> **Required action**: Each line from the one containing "Instruction: What data" through the end of the entries below must be output exactly; no other line belongs.

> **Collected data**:
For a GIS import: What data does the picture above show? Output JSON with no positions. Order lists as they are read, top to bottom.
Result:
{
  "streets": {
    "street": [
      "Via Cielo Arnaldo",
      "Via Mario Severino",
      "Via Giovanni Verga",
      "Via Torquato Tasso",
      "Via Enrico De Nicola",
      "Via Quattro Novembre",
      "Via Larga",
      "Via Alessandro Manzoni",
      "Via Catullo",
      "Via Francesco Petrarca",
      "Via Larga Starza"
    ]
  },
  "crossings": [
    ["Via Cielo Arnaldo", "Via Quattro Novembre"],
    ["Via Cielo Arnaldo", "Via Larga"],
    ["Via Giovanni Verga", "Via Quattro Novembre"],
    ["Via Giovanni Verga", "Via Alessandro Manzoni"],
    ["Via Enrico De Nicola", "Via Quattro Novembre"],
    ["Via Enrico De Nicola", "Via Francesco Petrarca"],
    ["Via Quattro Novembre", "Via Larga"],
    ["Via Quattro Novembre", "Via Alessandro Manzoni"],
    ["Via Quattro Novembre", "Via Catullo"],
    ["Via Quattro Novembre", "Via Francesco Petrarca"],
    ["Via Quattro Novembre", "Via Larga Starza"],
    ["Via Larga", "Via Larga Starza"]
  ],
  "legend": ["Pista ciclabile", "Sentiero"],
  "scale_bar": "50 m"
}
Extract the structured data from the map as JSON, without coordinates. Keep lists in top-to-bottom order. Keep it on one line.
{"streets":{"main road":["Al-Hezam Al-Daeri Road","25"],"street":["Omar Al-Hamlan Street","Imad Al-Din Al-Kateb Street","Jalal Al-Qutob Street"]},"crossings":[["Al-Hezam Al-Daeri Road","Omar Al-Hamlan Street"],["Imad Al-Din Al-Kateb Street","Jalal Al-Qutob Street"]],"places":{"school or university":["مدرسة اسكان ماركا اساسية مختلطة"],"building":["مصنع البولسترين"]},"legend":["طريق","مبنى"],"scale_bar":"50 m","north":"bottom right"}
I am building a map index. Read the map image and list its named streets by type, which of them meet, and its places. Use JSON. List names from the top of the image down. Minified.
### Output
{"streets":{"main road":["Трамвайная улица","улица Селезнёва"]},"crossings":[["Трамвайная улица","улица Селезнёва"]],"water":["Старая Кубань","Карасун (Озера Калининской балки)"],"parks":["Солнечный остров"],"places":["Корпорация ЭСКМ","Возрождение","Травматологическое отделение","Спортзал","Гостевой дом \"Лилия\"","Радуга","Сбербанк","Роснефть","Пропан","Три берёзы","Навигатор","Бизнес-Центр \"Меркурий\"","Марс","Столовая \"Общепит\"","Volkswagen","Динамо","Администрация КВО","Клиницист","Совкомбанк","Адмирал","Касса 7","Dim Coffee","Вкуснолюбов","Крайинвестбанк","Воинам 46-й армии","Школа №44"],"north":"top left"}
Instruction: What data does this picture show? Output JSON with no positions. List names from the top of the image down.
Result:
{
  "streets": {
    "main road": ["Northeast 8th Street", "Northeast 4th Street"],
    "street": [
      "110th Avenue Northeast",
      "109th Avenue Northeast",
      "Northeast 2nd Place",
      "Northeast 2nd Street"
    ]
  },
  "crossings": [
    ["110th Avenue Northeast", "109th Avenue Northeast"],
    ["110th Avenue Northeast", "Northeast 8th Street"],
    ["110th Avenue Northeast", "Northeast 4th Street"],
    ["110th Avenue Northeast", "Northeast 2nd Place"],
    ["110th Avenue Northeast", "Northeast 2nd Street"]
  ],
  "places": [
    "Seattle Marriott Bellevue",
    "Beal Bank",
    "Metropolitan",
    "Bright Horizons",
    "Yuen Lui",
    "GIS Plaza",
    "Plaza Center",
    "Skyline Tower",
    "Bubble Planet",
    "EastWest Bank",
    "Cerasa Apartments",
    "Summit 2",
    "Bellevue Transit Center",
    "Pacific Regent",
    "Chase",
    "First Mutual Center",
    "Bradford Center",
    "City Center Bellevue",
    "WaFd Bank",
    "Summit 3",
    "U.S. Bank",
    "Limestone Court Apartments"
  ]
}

> **Written solution**:
Instruction: What data does this picture show? Output JSON with no positions. List names from the top of the image down.
Result:
{
  "streets": {
    "main road": ["Northeast 8th Street", "Northeast 4th Street"],
    "street": [
      "110th Avenue Northeast",
      "109th Avenue Northeast",
      "Northeast 2nd Place",
      "Northeast 2nd Street"
    ]
  },
  "crossings": [
    ["110th Avenue Northeast", "109th Avenue Northeast"],
    ["110th Avenue Northeast", "Northeast 8th Street"],
    ["110th Avenue Northeast", "Northeast 4th Street"],
    ["110th Avenue Northeast", "Northeast 2nd Place"],
    ["110th Avenue Northeast", "Northeast 2nd Street"]
  ],
  "places": [
    "Seattle Marriott Bellevue",
    "Beal Bank",
    "Metropolitan",
    "Bright Horizons",
    "Yuen Lui",
    "GIS Plaza",
    "Plaza Center",
    "Skyline Tower",
    "Bubble Planet",
    "EastWest Bank",
    "Cerasa Apartments",
    "Summit 2",
    "Bellevue Transit Center",
    "Pacific Regent",
    "Chase",
    "First Mutual Center",
    "Bradford Center",
    "City Center Bellevue",
    "WaFd Bank",
    "Summit 3",
    "U.S. Bank",
    "Limestone Court Apartments"
  ]
}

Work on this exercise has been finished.